The biggest thing was wood consumption, I was going through 5.5 to 6 cord a winter with the fisher.  The englander 30 I picked up does that same job on 4 to 4.5 cord of wood.  To boot, the chimney stays cleaner, house maintains a better average temp, and I have a big glass window for watching the fire.

In the end, I never planned on or wanted to get rid of the fisher as I loved it, but I certainly can't complain a bit about the replacement.  Also, I had been stuck with the same homeowners insurance company because I couldn't find another that would take me on with a non-UL approved stove.  

For my cabin, I'm still running the old school stoves and plan to keep it that way.  And for anyone else, if they are happy with what they have, and it is safe, stick with it.

My grandmother still likes to burn about a cord of wood per winter.  For her, no way in heck I'm taking the fisher out, she knows how to run it and there's no point in having her learn a new stove at this point.  Others like the older stoves because they are also better at using wood that is less than well seasoned.

pen


----------



## peakbagger (Oct 31, 2013)

My wood boiler was free for the taking, it may not be a gasifier but with storage I run it flat out so the efficiency is not bad. When some one offers me a good gasifier free fro the taking, I will consider replacing it but it would be hard to justify the cost of a new one.

 Many other folks run non EPA woodstoves as they will burn wet wood. Sure they take an efficiency hit but to some folks buying or cutting wood 1 to 2 years in advance just does not happen so the choice is less than ideal wood or no wood at all.


----------



## Motor7 (Oct 31, 2013)

I do agree with Valley, some of us non cat folks & non secondary folks should take a look at either adding secondaries or adding more secondaries. My H1 only has one mid mounted and I think it would be more efficient with two mounted high under the baffle. Tinkering with these older stoves is fun and I have read a few stories of moderate success with homemade secondary burn tubes.


----------



## oldspark (Oct 31, 2013)

Not sure how I missed this thread.
I loved my old Nashua, ran it for over 30 years when the house was not all that tight at times and it handled it well, very user friendly, load it and run the flue temp up to about 450 and reduce the air some and you could bank on the results.
What happened you ask, I joined Hearth.com thats what and was inundated with threads and posts about "smoke dragons" crappy stoves, getting more heat with less wood ect. and this was from some who were still crapping yellow when I started burning wood.
Smoke dragon means you are burning wet wood, many good older stoves out there, how you run your stove has a lot to do with its efficiency.
Its all good now, love the window on the Summit, had to tighten up the house to get it to heat the place but needed that any way.
Not sure how much less wood I burn do to the stove because of the new windows and some more insulation here and there, insulated window shades are next.
Nashua is headed for shop and might have it done this weekend, looking forward to running it after 3 years with the Summit, I will give an honest opinion of how it runs compared to the new stove.
Great question.


----------



## georgepds (Oct 31, 2013)

I posted to this thread earlier before I bought my new EPA stove, so this is a before/after post

I loved my old pre-EPA  Jotul Combifire .. but over the 30 years I used it, I think it warped some. The door never shut properly, and the fire burned hot. Towards the end, the door would sometimes pop open. I could keep it close by wrapping a chain around it.. but it had approached major kludge stage.. and its' time was up. 

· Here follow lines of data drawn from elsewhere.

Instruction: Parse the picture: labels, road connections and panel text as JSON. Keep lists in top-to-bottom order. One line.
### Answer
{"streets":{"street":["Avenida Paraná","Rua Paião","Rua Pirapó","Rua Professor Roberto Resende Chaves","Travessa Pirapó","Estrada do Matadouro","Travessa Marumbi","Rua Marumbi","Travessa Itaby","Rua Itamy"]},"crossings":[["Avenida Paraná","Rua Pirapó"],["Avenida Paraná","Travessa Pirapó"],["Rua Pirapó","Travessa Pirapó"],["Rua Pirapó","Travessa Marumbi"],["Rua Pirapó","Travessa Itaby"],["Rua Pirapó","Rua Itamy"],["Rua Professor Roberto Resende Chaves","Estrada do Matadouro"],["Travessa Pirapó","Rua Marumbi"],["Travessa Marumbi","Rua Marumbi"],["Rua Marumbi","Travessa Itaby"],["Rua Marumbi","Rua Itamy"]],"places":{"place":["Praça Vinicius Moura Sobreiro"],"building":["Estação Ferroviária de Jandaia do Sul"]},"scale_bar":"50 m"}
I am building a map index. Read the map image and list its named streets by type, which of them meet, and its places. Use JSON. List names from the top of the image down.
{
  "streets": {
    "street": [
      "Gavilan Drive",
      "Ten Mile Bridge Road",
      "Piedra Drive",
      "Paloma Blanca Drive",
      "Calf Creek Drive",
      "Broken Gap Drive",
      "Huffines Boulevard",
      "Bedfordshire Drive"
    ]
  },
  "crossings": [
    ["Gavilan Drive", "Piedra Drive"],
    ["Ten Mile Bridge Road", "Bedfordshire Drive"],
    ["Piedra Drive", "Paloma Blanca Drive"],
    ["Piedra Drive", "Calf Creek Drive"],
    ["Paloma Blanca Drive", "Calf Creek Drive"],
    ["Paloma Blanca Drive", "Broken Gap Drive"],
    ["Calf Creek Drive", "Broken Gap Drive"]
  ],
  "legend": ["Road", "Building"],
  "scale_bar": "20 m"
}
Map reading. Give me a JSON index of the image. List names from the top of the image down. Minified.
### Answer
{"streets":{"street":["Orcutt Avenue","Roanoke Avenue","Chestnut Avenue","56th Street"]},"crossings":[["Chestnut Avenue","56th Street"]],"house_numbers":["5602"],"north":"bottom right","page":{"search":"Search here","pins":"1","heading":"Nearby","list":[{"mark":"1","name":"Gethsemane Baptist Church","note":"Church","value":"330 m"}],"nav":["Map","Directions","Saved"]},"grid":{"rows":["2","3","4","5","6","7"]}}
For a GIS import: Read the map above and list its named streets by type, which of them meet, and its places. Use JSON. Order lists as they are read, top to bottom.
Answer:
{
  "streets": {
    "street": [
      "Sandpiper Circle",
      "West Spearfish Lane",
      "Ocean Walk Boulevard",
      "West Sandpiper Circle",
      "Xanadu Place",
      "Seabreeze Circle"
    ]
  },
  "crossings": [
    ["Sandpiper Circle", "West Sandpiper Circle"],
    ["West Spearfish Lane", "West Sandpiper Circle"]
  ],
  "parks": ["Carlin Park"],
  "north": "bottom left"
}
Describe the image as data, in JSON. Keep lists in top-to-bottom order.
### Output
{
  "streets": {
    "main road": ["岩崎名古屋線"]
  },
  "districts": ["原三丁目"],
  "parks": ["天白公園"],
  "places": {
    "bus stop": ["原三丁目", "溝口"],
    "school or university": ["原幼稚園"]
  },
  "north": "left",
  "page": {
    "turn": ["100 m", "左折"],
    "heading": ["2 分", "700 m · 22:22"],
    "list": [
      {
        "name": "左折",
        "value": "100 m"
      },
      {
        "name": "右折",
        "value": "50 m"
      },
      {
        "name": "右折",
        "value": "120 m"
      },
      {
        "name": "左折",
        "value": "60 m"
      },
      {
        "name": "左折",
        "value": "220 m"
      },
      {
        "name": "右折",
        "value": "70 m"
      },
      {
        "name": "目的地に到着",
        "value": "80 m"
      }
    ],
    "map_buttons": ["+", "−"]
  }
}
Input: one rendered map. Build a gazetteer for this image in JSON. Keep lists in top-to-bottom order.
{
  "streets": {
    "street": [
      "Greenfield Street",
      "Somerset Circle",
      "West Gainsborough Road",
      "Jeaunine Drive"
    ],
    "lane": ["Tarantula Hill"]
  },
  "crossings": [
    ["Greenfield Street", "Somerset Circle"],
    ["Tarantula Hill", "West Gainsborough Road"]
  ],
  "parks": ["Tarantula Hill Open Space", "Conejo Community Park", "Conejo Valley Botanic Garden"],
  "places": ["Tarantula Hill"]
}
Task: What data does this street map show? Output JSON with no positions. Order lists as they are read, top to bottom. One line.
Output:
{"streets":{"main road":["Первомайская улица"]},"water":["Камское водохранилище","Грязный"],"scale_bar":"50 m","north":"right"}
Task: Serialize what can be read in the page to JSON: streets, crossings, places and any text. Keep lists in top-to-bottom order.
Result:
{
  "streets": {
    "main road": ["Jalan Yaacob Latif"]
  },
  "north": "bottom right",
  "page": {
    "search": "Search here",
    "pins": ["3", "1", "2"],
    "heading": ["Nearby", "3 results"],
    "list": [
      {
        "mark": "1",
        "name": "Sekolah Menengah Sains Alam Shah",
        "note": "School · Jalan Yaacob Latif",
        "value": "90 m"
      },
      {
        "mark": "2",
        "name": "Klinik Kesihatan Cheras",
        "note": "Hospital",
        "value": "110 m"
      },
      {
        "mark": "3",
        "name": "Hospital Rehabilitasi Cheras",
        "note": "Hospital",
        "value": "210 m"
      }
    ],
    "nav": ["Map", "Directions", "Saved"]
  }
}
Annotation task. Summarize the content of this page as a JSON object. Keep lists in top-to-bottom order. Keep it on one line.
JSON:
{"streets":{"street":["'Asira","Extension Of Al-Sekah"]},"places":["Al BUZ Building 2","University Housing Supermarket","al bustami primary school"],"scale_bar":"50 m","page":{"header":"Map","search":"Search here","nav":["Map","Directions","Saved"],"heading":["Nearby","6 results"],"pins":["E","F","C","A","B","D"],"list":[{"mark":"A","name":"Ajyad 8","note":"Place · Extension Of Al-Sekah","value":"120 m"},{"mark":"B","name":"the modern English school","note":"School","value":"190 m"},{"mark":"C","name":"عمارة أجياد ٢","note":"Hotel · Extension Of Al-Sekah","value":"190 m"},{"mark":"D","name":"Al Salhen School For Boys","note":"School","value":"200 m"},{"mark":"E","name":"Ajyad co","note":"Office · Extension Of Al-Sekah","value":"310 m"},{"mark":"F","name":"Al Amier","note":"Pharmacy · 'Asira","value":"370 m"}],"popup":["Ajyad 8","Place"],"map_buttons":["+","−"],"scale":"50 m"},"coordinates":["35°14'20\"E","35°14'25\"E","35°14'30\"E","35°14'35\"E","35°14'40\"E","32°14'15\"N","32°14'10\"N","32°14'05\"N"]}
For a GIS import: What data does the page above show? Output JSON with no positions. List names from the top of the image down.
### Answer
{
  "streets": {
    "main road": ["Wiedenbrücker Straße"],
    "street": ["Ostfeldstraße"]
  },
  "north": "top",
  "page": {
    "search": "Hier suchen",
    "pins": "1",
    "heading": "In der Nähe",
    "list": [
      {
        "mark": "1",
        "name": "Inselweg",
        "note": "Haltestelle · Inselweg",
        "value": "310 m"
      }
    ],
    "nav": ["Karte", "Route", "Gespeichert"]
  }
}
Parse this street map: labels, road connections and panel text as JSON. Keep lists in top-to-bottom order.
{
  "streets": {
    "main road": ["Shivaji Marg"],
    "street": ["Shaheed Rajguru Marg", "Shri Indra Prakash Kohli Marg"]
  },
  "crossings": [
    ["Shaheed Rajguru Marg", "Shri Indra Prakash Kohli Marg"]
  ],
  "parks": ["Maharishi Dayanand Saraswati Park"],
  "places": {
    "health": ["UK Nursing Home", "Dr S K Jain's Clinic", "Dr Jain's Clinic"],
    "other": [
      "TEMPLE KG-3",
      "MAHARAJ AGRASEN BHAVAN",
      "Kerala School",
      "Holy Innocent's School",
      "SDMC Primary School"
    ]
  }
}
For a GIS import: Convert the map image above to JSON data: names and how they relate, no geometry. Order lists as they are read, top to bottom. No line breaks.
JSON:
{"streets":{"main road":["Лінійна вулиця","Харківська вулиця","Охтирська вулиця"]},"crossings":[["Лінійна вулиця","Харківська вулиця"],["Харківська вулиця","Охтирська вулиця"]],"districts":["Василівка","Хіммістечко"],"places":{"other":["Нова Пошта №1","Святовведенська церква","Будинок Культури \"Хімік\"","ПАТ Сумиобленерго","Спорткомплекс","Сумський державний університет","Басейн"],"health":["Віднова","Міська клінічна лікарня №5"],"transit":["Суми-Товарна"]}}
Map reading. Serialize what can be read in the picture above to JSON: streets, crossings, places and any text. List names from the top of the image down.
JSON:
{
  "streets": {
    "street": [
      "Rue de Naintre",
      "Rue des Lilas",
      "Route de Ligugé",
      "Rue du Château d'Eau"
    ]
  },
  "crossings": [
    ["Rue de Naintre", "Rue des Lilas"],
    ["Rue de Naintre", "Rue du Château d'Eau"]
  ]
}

I got a Woodstock progress hybrid, mostly on the recommendation of this forum. I had my heart set on a Vermont casting, and it was here I learned about troubles with the old Vt casting company. Like others, I'm a big fan of the Woodstock stove company, and am very pleased with the new stove. Before buying it, my wife and I visited the company, and she liked its looks. I did not want to dump $3k into something that would annoy her (we all learn something over time) , no matter how well it worked

Also I wanted something simple.. the electric goes out a lot in winter where I live (on a barrier island) .. and I did not want something that needed a blower to operate properly. 

One thing I notice is the heat up the chimney is much less with the woodstock PH, probably a reflection of greater transfer of heat to the room as opposed to the outside. The other thing I notice is it takes about an hour to heat up the room.. this could be due to the soapstone heat characteristics,,.. or to the controlled burn rates of EPA stoves. With the Jotul I could be warm and toasty in minutes. 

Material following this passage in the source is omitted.